Data:
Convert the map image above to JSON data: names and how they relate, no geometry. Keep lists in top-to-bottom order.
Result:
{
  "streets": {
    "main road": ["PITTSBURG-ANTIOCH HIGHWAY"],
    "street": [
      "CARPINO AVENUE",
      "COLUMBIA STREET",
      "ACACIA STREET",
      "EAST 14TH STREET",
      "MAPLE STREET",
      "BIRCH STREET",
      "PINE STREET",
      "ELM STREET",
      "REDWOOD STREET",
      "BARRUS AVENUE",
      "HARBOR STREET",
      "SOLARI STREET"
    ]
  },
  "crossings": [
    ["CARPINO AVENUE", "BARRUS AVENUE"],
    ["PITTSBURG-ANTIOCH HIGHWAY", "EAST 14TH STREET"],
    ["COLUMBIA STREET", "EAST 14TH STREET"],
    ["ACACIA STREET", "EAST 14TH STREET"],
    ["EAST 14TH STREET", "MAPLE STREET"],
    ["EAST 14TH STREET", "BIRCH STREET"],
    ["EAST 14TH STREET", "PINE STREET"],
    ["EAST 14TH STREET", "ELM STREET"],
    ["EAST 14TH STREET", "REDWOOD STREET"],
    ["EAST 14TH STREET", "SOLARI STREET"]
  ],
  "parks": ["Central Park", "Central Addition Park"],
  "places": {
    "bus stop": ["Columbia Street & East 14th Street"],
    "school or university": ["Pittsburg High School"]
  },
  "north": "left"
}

What you should do: If a line in the material holds "BARRUS", copy it.

Written answer:
      "BARRUS AVENUE",
    ["CARPINO AVENUE", "BARRUS AVENUE"],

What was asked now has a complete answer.